Find the line in the entries below that contains "656px,333px 715px,350px 709px,370px". Repeat it exactly, and every line after it through the line that contains "1592px,495px 1628px,519px 1601px,558px".
#####
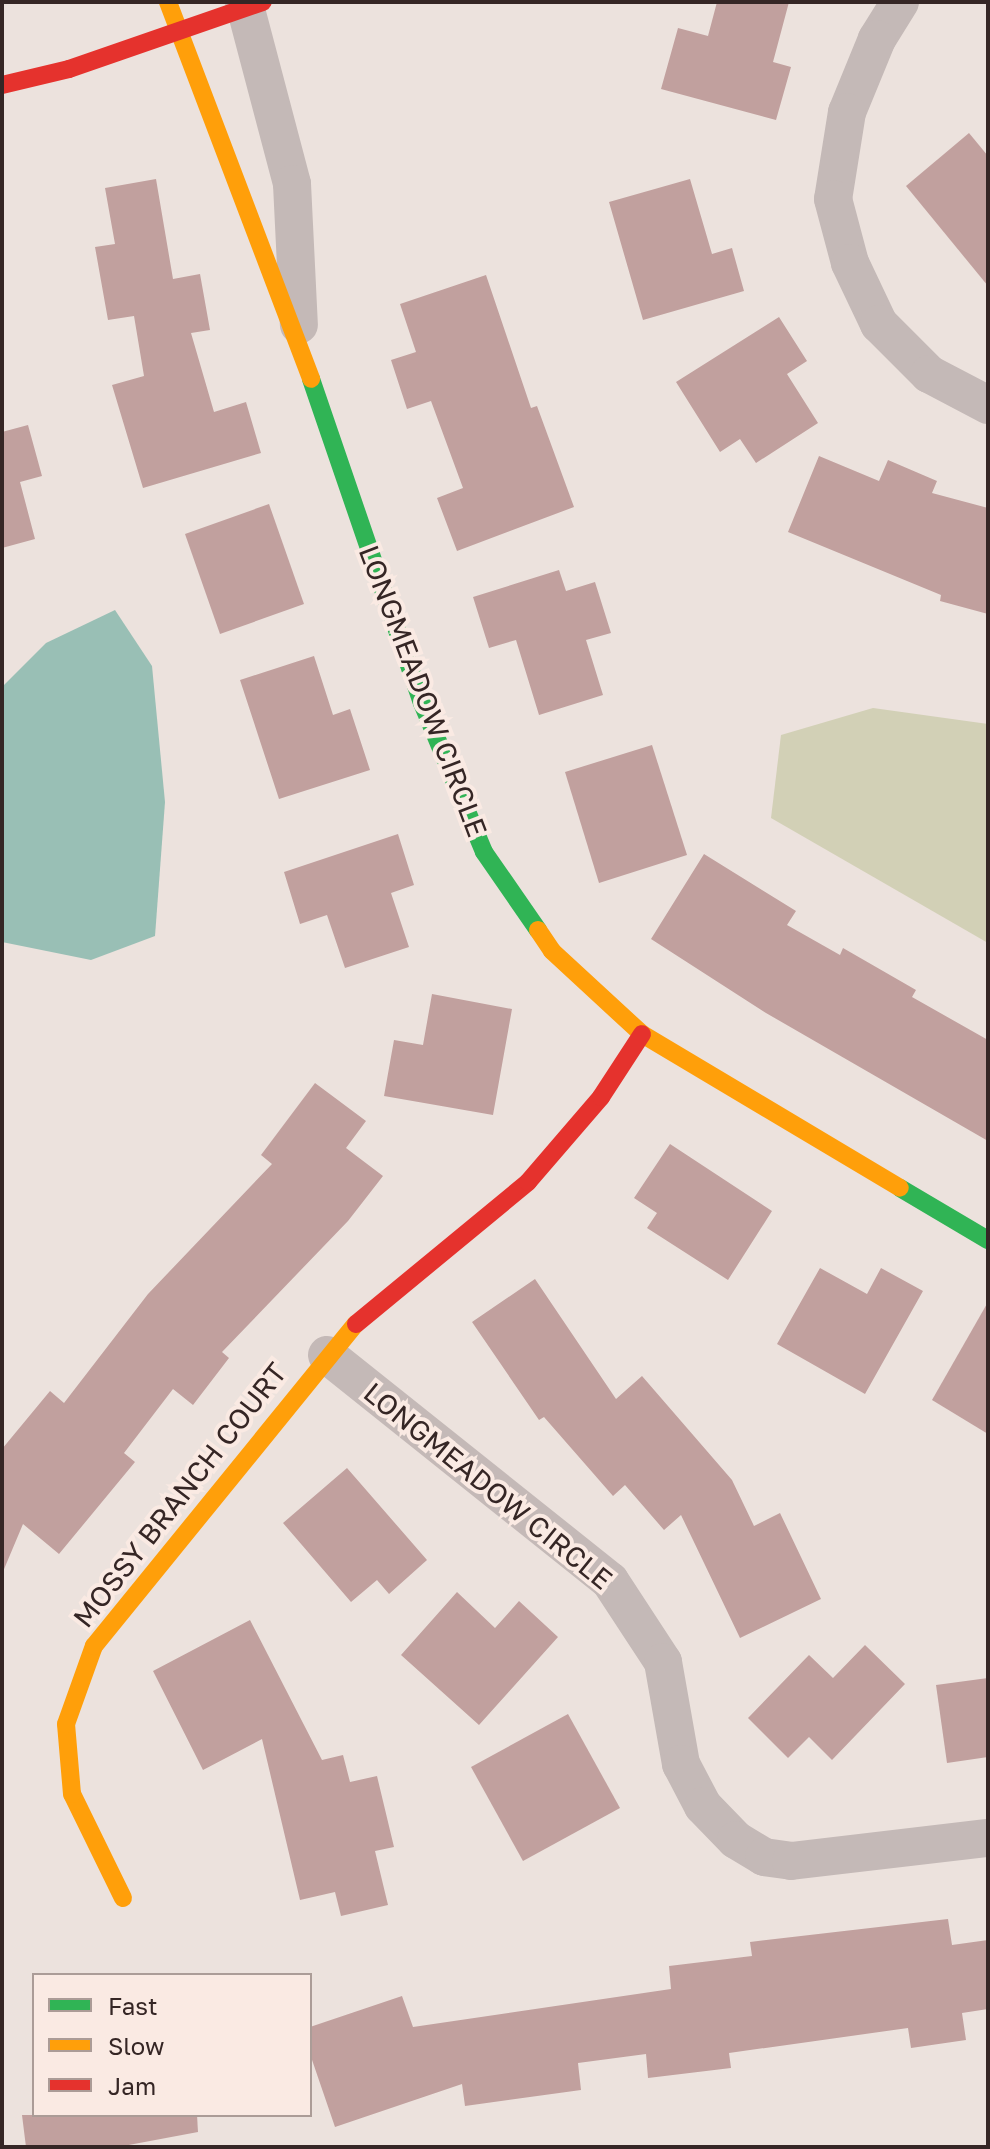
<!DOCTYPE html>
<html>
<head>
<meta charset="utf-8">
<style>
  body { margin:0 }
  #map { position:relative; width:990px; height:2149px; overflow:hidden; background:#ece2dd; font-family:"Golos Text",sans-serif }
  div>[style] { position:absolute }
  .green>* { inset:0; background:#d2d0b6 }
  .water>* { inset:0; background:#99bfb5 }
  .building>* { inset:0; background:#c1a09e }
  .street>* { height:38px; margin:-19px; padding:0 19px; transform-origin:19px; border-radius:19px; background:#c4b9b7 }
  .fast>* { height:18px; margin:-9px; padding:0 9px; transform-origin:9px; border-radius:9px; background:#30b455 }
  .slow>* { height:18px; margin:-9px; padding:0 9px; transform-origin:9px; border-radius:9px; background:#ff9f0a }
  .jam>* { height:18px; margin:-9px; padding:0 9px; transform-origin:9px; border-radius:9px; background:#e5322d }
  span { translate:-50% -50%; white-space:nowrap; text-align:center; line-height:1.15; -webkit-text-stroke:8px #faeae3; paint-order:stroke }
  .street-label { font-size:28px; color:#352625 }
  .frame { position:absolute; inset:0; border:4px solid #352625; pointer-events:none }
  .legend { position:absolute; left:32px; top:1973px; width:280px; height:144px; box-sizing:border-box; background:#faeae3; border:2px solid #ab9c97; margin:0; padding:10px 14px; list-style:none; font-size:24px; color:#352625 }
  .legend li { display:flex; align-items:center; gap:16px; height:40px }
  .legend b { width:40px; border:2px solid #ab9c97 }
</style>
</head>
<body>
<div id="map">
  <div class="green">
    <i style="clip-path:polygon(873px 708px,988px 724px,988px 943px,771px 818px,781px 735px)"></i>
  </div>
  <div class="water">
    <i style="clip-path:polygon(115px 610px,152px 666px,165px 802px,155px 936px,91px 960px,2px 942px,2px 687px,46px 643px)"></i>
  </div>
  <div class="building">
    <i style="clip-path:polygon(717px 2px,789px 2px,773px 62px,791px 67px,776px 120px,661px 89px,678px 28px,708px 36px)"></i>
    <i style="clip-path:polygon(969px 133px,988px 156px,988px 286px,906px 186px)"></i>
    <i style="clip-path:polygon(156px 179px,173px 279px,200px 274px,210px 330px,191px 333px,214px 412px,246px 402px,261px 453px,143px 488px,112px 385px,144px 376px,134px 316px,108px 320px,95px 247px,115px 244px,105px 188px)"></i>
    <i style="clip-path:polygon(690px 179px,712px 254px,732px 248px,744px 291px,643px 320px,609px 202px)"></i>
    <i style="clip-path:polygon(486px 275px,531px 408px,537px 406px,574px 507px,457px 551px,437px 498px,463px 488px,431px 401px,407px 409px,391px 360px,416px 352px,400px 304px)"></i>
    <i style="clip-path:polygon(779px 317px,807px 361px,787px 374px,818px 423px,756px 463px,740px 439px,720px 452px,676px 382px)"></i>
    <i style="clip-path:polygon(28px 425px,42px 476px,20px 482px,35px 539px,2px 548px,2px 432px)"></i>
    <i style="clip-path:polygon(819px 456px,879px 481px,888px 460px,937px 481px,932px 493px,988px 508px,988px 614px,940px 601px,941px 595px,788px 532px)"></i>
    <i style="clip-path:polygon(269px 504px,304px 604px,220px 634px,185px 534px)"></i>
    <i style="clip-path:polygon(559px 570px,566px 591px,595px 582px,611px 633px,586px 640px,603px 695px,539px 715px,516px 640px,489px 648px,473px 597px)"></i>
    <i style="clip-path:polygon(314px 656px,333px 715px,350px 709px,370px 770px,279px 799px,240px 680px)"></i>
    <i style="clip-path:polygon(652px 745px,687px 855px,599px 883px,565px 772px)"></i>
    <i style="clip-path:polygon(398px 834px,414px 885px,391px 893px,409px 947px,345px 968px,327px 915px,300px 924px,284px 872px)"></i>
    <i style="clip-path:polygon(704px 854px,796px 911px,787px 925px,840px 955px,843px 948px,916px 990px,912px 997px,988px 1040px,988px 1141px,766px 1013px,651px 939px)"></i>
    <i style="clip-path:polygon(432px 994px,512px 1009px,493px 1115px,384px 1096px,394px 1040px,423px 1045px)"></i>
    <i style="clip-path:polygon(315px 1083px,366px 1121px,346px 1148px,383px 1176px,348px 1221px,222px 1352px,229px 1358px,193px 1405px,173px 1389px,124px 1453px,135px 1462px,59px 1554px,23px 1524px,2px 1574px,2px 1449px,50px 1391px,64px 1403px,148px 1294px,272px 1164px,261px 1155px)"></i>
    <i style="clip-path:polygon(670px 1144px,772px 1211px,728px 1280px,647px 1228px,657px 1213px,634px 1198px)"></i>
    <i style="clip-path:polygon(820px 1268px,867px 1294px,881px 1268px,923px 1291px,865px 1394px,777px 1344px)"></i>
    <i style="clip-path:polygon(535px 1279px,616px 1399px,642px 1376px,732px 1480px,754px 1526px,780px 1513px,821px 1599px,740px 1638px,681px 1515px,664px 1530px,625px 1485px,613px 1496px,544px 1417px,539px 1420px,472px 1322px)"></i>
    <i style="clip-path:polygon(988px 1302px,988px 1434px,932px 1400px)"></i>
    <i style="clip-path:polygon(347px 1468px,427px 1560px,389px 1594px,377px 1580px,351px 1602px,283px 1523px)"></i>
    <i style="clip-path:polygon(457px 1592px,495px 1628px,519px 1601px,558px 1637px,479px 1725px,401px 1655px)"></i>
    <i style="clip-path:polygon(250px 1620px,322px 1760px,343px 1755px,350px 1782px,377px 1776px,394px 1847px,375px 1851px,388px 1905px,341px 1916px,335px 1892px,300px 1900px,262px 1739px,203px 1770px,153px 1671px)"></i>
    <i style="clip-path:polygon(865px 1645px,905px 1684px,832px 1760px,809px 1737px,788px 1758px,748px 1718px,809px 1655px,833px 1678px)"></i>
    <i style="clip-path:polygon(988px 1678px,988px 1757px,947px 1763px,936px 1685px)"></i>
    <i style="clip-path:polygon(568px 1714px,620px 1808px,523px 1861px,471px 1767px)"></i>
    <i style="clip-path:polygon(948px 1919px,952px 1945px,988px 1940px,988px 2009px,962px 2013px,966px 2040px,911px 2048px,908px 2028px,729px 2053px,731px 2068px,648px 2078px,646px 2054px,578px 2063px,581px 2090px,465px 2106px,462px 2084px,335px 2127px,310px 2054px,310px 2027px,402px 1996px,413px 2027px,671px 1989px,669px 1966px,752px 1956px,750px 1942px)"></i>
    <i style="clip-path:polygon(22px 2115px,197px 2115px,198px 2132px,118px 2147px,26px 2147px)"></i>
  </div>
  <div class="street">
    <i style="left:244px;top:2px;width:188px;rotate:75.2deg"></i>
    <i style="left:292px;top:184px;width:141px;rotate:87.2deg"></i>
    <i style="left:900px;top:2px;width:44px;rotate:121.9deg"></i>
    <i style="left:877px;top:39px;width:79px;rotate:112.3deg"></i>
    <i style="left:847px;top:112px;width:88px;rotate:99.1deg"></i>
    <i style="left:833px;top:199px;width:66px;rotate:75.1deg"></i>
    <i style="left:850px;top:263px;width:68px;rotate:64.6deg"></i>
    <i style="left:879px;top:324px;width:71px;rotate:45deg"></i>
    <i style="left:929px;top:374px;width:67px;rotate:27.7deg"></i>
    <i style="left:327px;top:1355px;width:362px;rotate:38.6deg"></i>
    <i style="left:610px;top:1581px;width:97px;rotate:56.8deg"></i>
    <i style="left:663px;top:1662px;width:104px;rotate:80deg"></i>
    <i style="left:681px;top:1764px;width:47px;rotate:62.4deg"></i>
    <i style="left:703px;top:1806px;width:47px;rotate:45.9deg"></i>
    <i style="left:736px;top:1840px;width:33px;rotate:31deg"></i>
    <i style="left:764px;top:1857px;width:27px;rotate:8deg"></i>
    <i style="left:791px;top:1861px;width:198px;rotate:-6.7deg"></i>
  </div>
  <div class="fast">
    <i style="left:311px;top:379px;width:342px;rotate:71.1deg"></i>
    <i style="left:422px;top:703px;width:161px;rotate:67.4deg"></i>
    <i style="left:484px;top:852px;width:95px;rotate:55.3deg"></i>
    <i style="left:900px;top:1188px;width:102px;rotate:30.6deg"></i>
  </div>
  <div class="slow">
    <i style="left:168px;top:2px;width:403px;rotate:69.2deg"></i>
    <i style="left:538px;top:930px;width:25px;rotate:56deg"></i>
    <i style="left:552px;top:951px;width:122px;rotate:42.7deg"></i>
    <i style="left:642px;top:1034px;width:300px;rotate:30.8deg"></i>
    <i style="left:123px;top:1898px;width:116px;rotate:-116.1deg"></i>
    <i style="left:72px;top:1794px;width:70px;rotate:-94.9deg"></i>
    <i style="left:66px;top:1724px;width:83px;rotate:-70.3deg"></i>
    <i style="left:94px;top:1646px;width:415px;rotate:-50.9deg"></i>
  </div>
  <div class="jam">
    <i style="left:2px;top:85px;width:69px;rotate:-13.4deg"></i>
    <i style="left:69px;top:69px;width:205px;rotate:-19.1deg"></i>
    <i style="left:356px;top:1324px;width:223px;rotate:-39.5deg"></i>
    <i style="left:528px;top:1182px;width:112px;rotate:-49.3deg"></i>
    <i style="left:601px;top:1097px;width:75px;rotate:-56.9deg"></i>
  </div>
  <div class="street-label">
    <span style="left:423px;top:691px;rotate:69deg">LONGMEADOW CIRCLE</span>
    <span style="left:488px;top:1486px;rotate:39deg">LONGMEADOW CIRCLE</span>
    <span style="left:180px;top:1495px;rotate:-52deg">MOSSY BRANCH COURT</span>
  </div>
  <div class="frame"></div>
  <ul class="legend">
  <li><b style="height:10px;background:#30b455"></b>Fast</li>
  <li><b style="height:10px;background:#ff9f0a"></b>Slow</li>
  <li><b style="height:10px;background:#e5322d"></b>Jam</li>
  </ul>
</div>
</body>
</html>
#####
**Solution for this problem**:
    <i style="clip-path:polygon(314px 656px,333px 715px,350px 709px,370px 770px,279px 799px,240px 680px)"></i>
    <i style="clip-path:polygon(652px 745px,687px 855px,599px 883px,565px 772px)"></i>
    <i style="clip-path:polygon(398px 834px,414px 885px,391px 893px,409px 947px,345px 968px,327px 915px,300px 924px,284px 872px)"></i>
    <i style="clip-path:polygon(704px 854px,796px 911px,787px 925px,840px 955px,843px 948px,916px 990px,912px 997px,988px 1040px,988px 1141px,766px 1013px,651px 939px)"></i>
    <i style="clip-path:polygon(432px 994px,512px 1009px,493px 1115px,384px 1096px,394px 1040px,423px 1045px)"></i>
    <i style="clip-path:polygon(315px 1083px,366px 1121px,346px 1148px,383px 1176px,348px 1221px,222px 1352px,229px 1358px,193px 1405px,173px 1389px,124px 1453px,135px 1462px,59px 1554px,23px 1524px,2px 1574px,2px 1449px,50px 1391px,64px 1403px,148px 1294px,272px 1164px,261px 1155px)"></i>
    <i style="clip-path:polygon(670px 1144px,772px 1211px,728px 1280px,647px 1228px,657px 1213px,634px 1198px)"></i>
    <i style="clip-path:polygon(820px 1268px,867px 1294px,881px 1268px,923px 1291px,865px 1394px,777px 1344px)"></i>
    <i style="clip-path:polygon(535px 1279px,616px 1399px,642px 1376px,732px 1480px,754px 1526px,780px 1513px,821px 1599px,740px 1638px,681px 1515px,664px 1530px,625px 1485px,613px 1496px,544px 1417px,539px 1420px,472px 1322px)"></i>
    <i style="clip-path:polygon(988px 1302px,988px 1434px,932px 1400px)"></i>
    <i style="clip-path:polygon(347px 1468px,427px 1560px,389px 1594px,377px 1580px,351px 1602px,283px 1523px)"></i>
    <i style="clip-path:polygon(457px 1592px,495px 1628px,519px 1601px,558px 1637px,479px 1725px,401px 1655px)"></i>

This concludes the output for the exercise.